Brian's talents are many; he's a multi-instrumentalist, a great performer, creatively fertile and a very accomplished singer-songwriter. Where he makes all of this work on a whole other level, however, is in his ability to craft a song from sometimes seemingly disparate streams and meld them into something unique and wonderful, something hard to imagine and something wholly individual. On his latest album, 'Shortly After Take Off', he has once again tapped into this genius and produced some wonderfully weird and wonky songs.

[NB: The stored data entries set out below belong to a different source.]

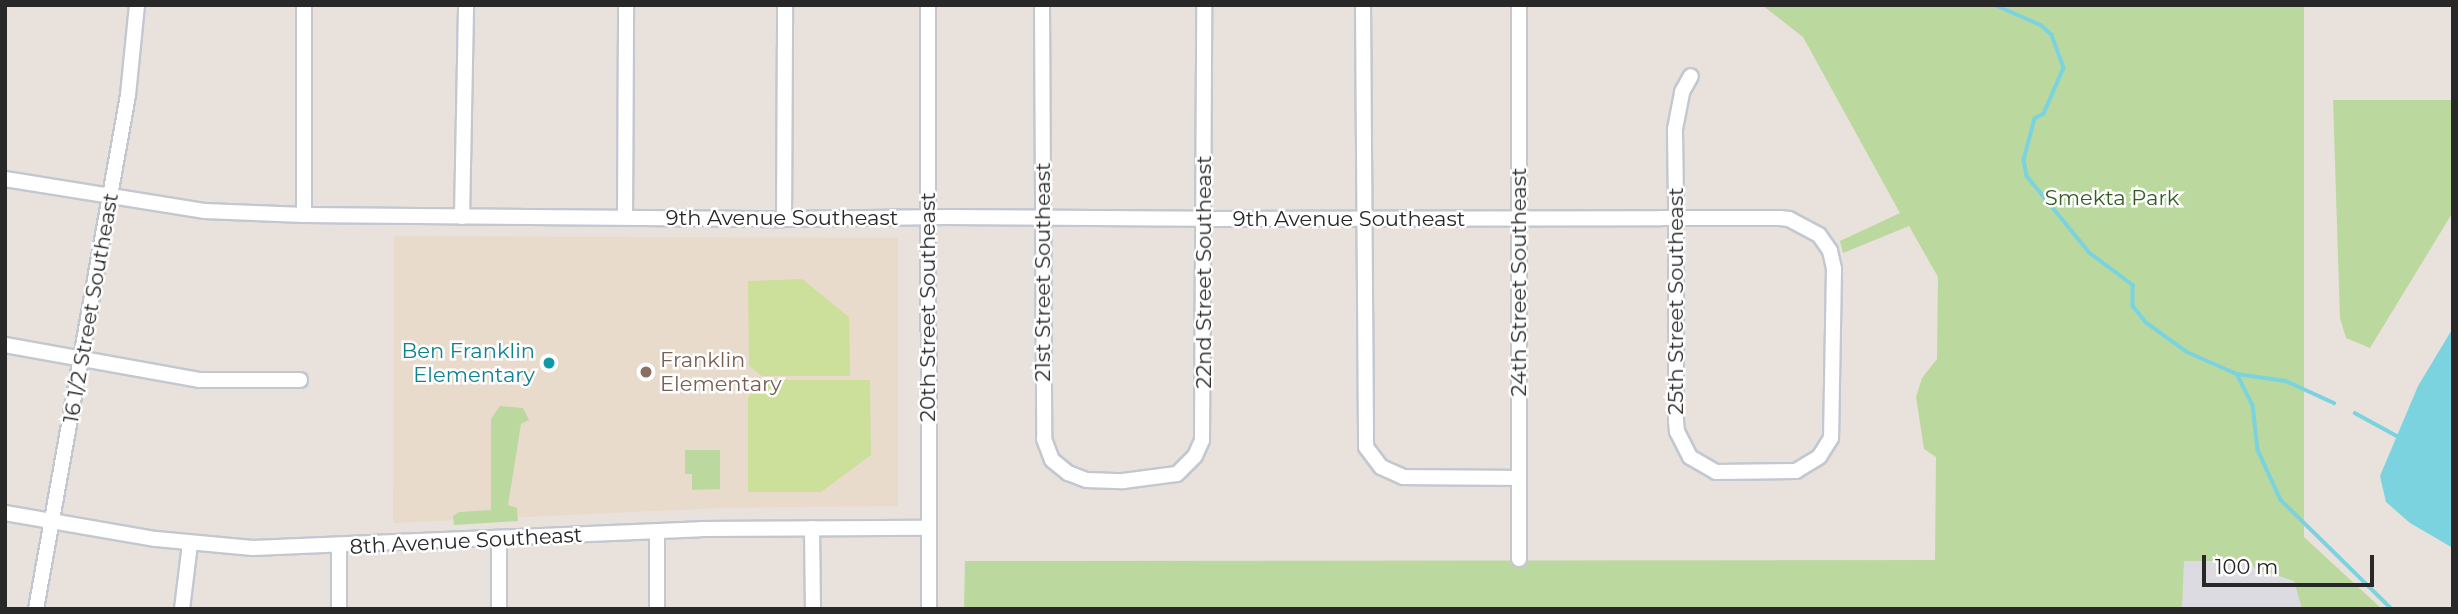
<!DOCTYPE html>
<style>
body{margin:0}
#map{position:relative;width:2458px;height:614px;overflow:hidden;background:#e9e1db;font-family:Montserrat,sans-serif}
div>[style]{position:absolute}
.industrial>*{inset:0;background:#dcdbe2}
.education>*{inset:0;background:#e8dbcc}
.green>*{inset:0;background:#bbd99e}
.pitch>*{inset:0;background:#ccdf9b}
.water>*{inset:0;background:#7ad3df}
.stream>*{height:3.5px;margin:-1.75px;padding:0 1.75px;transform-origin:1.75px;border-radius:1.75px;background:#7ad3df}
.roads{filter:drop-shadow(2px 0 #c3c8d0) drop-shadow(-2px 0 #c3c8d0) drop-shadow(0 2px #c3c8d0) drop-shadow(0 -2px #c3c8d0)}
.minor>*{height:14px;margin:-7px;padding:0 7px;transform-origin:7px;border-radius:7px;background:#fff}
.dots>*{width:19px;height:19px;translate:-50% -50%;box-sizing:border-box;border:4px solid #fff;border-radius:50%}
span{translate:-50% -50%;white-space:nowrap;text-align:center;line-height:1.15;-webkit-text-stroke:5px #fff;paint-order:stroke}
.park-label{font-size:21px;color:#365b22}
.street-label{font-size:21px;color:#282828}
.culture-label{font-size:21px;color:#0d838f}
.right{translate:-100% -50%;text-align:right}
.education-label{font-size:21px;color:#785e54}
.left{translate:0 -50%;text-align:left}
.frame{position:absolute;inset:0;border:7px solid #282828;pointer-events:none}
.scale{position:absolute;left:2202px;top:555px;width:172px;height:32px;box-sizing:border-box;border:4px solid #282828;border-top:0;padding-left:9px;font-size:21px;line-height:24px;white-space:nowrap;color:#282828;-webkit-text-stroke:5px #fff;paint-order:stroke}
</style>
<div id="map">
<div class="industrial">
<i style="clip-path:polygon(2183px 561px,2251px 561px,2254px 568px,2294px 581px,2302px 609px,2182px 609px)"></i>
</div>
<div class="education">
<i style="clip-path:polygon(394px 236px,898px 238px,898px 506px,722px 508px,393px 523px)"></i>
</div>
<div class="green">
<i style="clip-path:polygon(1762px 5px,2304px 5px,2304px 537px,2382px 609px,2302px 609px,2294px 581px,2254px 568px,2251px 561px,2184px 561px,2182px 609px,964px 609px,965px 561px,1935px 560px,1936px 457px,1924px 449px,1916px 397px,1922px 378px,1937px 359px,1938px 277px,1909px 226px,1843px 253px,1840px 241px,1900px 213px,1803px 37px)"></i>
<i style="clip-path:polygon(2333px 100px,2453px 100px,2453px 212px,2370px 348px,2346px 338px,2340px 318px)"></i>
<i style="clip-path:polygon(500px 406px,523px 408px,529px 420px,521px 424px,508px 505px,517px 508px,518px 521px,454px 525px,453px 516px,459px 512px,491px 510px,491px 419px)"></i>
<i style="clip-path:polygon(685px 450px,720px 450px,720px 489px,692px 490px,692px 474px,685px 474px)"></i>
</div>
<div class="pitch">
<i style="clip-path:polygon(802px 279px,849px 317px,850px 376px,762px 376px,749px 366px,748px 281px)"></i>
<i style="clip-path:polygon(765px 380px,870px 380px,871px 455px,821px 492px,748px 492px,748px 397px)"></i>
</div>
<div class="water">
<i style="clip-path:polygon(2453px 328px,2453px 548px,2410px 523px,2386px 502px,2380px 476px,2418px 386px)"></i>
</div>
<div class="stream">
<i style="left:1995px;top:5px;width:50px;rotate:23.5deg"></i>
<i style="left:2041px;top:25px;width:15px;rotate:42deg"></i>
<i style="left:2052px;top:35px;width:35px;rotate:70deg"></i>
<i style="left:2064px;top:68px;width:50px;rotate:113.5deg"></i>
<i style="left:2044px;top:114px;width:10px;rotate:151deg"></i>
<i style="left:2035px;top:119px;width:42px;rotate:105deg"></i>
<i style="left:2024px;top:160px;width:16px;rotate:79deg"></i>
<i style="left:2027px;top:176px;width:99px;rotate:50.7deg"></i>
<i style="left:2090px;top:253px;width:54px;rotate:36.7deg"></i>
<i style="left:2133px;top:285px;width:21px;rotate:90deg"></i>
<i style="left:2133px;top:306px;width:22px;rotate:51deg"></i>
<i style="left:2147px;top:323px;width:49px;rotate:35.9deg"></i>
<i style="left:2187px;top:352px;width:55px;rotate:23.7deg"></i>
<i style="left:2237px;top:374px;width:49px;rotate:8.1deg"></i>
<i style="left:2286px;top:381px;width:53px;rotate:24.6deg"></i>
<i style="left:2238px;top:376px;width:33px;rotate:63deg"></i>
<i style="left:2253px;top:405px;width:45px;rotate:83.7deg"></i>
<i style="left:2258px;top:450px;width:55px;rotate:65.3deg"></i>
<i style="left:2281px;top:500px;width:156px;rotate:44.5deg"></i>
<i style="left:2355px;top:413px;width:50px;rotate:28.6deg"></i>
</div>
<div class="roads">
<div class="minor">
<i style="left:304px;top:5px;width:210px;rotate:90deg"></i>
<i style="left:928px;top:5px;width:604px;rotate:89.91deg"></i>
<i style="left:1042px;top:5px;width:434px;rotate:89.7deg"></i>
<i style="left:1044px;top:439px;width:22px;rotate:69deg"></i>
<i style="left:1052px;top:460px;width:21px;rotate:39deg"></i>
<i style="left:1068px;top:473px;width:19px;rotate:21deg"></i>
<i style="left:1086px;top:480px;width:37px;rotate:2deg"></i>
<i style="left:1123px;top:481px;width:54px;rotate:-7.4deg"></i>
<i style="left:1177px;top:474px;width:25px;rotate:-45deg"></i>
<i style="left:1195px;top:456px;width:17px;rotate:-66deg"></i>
<i style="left:1202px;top:440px;width:435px;rotate:-89.7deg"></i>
<i style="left:1363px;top:5px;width:442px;rotate:89.6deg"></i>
<i style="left:1366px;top:447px;width:25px;rotate:53deg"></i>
<i style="left:1381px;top:467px;width:24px;rotate:24deg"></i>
<i style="left:1403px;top:477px;width:116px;rotate:0.5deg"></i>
<i style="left:1519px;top:5px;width:554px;rotate:90deg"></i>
<i style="left:5px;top:179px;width:203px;rotate:9.1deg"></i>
<i style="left:205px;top:211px;width:99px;rotate:2.3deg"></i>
<i style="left:304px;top:215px;width:480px;rotate:0.5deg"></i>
<i style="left:784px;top:219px;width:164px;rotate:-0.7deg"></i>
<i style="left:948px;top:217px;width:257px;rotate:0.4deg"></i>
<i style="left:1205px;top:219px;width:457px;rotate:-0.1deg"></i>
<i style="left:1662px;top:218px;width:118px"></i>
<i style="left:1780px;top:218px;width:9px;rotate:6deg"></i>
<i style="left:1789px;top:219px;width:34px;rotate:28deg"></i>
<i style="left:1819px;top:235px;width:19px;rotate:55deg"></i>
<i style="left:1830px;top:251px;width:18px;rotate:77deg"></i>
<i style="left:1834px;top:269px;width:169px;rotate:91deg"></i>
<i style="left:1831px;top:438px;width:22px;rotate:122deg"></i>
<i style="left:1819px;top:457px;width:27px;rotate:149deg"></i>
<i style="left:1796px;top:471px;width:80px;rotate:179.3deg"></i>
<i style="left:1716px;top:472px;width:30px;rotate:-150deg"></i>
<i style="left:1690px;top:457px;width:28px;rotate:-117deg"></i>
<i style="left:1677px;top:432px;width:11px;rotate:-95deg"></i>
<i style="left:1676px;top:421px;width:217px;rotate:-90deg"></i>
<i style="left:1676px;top:204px;width:75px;rotate:-90.8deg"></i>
<i style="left:1675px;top:129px;width:38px;rotate:-79deg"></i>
<i style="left:1682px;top:92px;width:18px;rotate:-61deg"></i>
<i style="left:462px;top:217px;width:212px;rotate:-88.9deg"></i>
<i style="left:625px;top:217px;width:212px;rotate:-89.7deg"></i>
<i style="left:784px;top:219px;width:214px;rotate:-89.7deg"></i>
<i style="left:5px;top:345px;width:197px;rotate:10.2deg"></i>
<i style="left:199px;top:380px;width:101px"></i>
<i style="left:5px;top:513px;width:153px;rotate:9.8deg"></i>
<i style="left:156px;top:539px;width:97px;rotate:5.3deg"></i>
<i style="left:253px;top:548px;width:448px;rotate:-2.4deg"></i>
<i style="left:701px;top:529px;width:228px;rotate:-0.3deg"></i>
<i style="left:812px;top:528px;width:81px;rotate:89.3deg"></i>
<i style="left:499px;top:539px;width:70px;rotate:90deg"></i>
<i style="left:339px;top:547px;width:62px;rotate:90deg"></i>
<i style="left:36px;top:609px;width:522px;rotate:-79.85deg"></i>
<i style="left:128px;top:95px;width:90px;rotate:-84.3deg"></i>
<i style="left:182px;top:609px;width:65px;rotate:-83deg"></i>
<i style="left:657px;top:609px;width:77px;rotate:-90deg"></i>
</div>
</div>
<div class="dots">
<i style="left:549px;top:363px;background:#0f9aa8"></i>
<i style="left:646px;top:372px;background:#8d6e63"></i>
</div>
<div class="park-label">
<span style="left:2112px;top:198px">Smekta Park</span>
</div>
<div class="street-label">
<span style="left:782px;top:218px">9th Avenue Southeast</span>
<span style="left:1349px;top:219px">9th Avenue Southeast</span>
<span style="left:1043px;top:272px;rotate:-90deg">21st Street Southeast</span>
<span style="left:1204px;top:272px;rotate:-90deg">22nd Street Southeast</span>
<span style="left:1519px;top:282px;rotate:-90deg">24th Street Southeast</span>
<span style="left:1676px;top:301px;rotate:-90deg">25th Street Southeast</span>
<span style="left:928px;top:307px;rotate:-90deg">20th Street Southeast</span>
<span style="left:91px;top:308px;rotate:-80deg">16 1/2 Street Southeast</span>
<span style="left:466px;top:541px;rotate:-3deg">8th Avenue Southeast</span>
</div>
<div class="culture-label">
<span class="right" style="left:535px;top:363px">Ben Franklin<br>Elementary</span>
</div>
<div class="education-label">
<span class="left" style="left:660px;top:372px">Franklin<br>Elementary</span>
</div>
<div class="frame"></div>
<div class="scale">100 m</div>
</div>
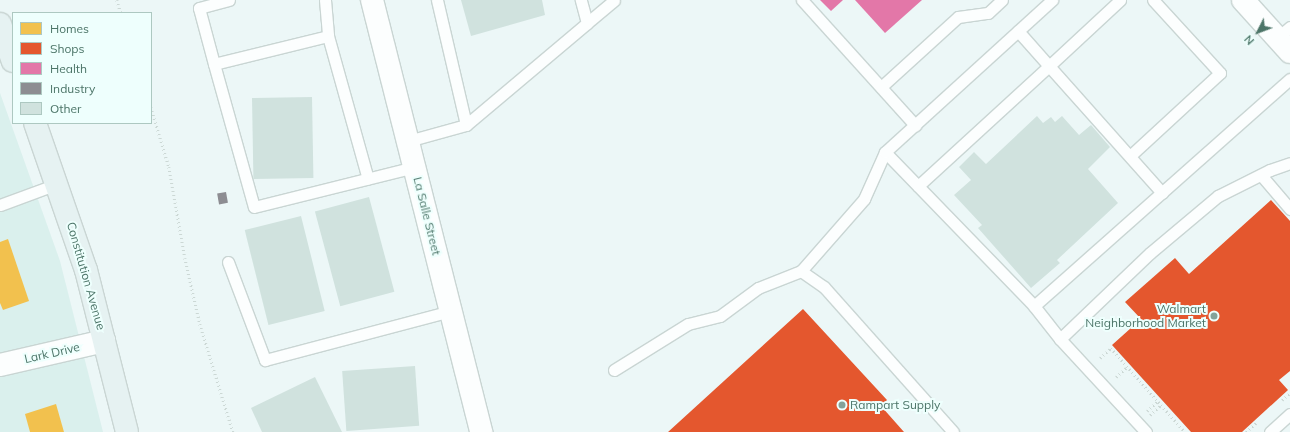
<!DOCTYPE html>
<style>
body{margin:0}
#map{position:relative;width:1290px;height:432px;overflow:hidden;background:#ecf7f7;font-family:Mulish,sans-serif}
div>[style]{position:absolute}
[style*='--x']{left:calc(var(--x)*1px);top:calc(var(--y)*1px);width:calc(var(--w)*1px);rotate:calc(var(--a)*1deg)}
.residential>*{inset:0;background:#daf0ed}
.homes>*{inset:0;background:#f2c14e}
.shops>*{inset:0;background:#e4572e}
.health>*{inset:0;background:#e377a8}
.industry>*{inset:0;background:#8d8d92;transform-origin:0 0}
.building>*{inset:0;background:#d0e2de;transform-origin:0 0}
.path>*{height:2.5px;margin-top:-1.25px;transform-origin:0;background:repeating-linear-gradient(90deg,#ccd8d5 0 1px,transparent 0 4px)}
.roads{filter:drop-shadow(1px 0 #c9d5d3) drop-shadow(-1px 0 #c9d5d3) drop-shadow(0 1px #c9d5d3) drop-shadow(0 -1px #c9d5d3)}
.service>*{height:11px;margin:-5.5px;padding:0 5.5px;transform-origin:5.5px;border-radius:5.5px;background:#fcfefe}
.minor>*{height:22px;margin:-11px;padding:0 11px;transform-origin:11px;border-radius:11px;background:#fcfefe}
.primary>*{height:22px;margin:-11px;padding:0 11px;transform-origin:11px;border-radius:11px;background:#e6f2f2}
.dots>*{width:11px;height:11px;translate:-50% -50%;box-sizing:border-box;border:2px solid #eefffd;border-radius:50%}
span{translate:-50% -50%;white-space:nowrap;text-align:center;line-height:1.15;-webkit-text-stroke:4px #eefffd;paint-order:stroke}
.street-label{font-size:12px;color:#4c7568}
.poi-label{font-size:12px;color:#4c7568}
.right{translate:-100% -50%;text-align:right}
.left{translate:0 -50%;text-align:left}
.legend{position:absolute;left:12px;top:12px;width:140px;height:112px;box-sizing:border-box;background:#eefffd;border:1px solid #adc8c1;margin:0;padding:5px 7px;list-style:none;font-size:12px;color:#4c7568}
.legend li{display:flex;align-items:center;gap:8px;height:20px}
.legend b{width:20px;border:1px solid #adc8c1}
.north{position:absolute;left:1238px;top:12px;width:40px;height:40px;-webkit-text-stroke:3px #eefffd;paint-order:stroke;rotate:228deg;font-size:11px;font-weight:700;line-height:16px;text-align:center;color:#4c7568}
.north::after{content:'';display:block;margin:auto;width:14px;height:18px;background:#4c7568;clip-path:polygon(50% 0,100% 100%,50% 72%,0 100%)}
</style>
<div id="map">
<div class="residential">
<i style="clip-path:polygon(0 93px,60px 261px,103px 432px,0 432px)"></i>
</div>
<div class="homes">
<i style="clip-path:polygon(8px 239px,29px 301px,3px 310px,0 303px,0 242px)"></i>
<i style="clip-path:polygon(56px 404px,64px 432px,30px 432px,25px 414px)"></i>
</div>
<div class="shops">
<i style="clip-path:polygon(1271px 200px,1290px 221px,1290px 371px,1279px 380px,1288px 390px,1242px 432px,1191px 432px,1112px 345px,1141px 319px,1125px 302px,1175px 258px,1189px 274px)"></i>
<i style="clip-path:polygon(803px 309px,887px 400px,881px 406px,904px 432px,668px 432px)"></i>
</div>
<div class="health">
<i style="clip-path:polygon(820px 0,843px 0,831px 11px)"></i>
<i style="clip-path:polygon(855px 0,922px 0,885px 33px)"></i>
</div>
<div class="industry">
<i style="left:226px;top:192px;width:11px;height:9px;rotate:80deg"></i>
</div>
<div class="building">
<i style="clip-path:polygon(461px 0,542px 0,545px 15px,471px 36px)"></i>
<i style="left:312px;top:97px;width:81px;height:60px;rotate:89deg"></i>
<i style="clip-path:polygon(1037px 116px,1043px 123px,1051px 117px,1055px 122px,1062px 116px,1079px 135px,1091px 125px,1110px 147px,1088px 169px,1118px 203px,1057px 260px,1060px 263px,1031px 288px,978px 228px,982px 225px,954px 195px,971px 180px,959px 167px,974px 152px,986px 164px)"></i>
<i style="left:369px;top:197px;width:98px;height:56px;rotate:75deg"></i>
<i style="left:301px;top:216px;width:98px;height:58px;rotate:76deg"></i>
<i style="left:415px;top:366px;width:60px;height:73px;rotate:86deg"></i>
<i style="clip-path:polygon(315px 377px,342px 432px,262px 432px,251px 408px)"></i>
</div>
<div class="path">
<i style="--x:117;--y:0;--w:14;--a:73"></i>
<i style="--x:151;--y:107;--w:63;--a:73.3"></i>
<i style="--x:169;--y:167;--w:92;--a:80"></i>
<i style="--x:185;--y:258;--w:68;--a:77.2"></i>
<i style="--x:200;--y:324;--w:113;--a:73"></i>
<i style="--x:1100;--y:358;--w:15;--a:-42"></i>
<i style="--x:1111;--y:348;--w:112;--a:48.6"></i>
<i style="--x:1116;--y:377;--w:15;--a:-42"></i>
<i style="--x:1282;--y:400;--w:11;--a:-41"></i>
<i style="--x:1147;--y:411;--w:15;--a:-42"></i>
<i style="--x:1150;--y:415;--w:15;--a:-42"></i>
<i style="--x:1246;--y:432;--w:15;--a:-42"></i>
</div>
<div class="roads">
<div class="service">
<i style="--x:325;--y:0;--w:36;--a:85"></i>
<i style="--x:328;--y:36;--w:148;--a:74.4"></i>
<i style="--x:437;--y:0;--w:128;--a:76.9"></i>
<i style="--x:802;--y:0;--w:169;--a:47.9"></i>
<i style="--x:587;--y:23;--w:35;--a:-40"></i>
<i style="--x:1018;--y:31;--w:47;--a:48.5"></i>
<i style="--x:1049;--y:66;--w:97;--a:-42.9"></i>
<i style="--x:328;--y:36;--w:117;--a:166.2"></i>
<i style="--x:214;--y:64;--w:148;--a:74.4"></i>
<i style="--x:254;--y:207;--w:165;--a:-14"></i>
<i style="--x:1277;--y:38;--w:17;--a:-40"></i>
<i style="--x:214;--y:64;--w:58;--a:-105"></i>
<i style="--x:199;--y:8;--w:31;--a:-15"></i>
<i style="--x:881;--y:87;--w:104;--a:-42.3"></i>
<i style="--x:958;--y:17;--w:30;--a:-8"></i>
<i style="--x:988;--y:13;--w:19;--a:-43"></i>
<i style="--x:408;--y:141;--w:60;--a:-15.4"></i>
<i style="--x:466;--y:125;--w:158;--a:-40.1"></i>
<i style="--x:587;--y:23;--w:24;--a:-105"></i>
<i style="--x:885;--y:152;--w:214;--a:45.9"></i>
<i style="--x:1131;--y:155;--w:121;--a:-42.7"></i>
<i style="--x:1220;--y:73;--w:99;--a:-132.5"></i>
<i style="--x:1261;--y:175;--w:45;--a:49.5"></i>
<i style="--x:918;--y:186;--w:178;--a:-42.5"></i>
<i style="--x:1049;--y:66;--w:170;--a:48.3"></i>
<i style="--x:0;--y:205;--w:61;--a:-20.2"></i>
<i style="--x:228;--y:262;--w:105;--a:69.3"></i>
<i style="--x:265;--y:360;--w:192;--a:-14.8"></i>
<i style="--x:801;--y:271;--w:96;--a:-48.8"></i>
<i style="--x:864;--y:199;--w:51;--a:-65.9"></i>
<i style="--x:885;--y:152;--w:226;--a:-42.3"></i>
<i style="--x:1060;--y:339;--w:42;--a:-128.2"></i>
<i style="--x:1034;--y:306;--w:342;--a:-41.6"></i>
<i style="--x:614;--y:370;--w:87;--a:-31.9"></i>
<i style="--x:688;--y:324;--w:33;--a:-14"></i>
<i style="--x:720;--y:316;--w:47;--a:-36.4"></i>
<i style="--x:758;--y:288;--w:46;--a:-21.6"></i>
<i style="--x:801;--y:271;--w:28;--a:35"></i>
<i style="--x:824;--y:287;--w:194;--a:48.3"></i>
<i style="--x:1146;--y:432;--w:127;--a:-132.8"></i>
<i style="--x:1060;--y:339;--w:124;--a:-43.7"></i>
<i style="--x:1150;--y:253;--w:89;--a:-40"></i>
<i style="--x:1218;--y:196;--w:58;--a:-26.6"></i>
<i style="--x:1270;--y:170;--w:21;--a:-19"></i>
<i style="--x:1270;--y:432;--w:27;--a:-42"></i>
</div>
<div class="minor">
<i style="--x:372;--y:0;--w:446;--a:75.8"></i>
<i style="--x:1243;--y:0;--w:70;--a:47.9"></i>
<i style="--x:0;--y:365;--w:107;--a:-13"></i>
</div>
<div class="primary">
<i style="--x:0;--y:24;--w:39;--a:71"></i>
<i style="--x:35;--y:123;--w:156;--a:70.9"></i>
<i style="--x:86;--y:270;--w:167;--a:75.8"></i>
</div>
</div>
<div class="dots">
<i style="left:1214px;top:316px;background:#84a29a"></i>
<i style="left:842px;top:405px;background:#84a29a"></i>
</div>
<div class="street-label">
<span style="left:427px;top:216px;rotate:76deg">La Salle Street</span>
<span style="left:86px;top:276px;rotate:74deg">Constitution Avenue</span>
<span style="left:52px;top:353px;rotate:-13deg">Lark Drive</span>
</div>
<div class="poi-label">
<span class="right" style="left:1206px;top:316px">Walmart<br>Neighborhood Market</span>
<span class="left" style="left:850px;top:405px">Rampart Supply</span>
</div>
<ul class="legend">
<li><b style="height:11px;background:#f2c14e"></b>Homes</li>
<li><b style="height:11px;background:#e4572e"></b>Shops</li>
<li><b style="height:11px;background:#e377a8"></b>Health</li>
<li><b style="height:11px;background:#8d8d92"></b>Industry</li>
<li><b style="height:11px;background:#d0e2de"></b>Other</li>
</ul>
<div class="north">N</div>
</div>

The new album is insightful, intelligent and at times blackly comic. Its reference points are many and varied, drawing on popular culture and touchstones of society. Christinzio goes from singing about John McClane and Die Hard to Rachel Riley, Ray Liotta, Tame Impala, Nando's, Irn Bru, Oldham chippes and even The Arndale Centre. The way in which Brian drops these things into his lyrics is similar (and I mean this as equally complimentary to both artists) in some respects to Lana Del Rey. Each reference is immediately identifiable, whether as a character, a person or a place and so it instantly complements and adds to the songs' imagery.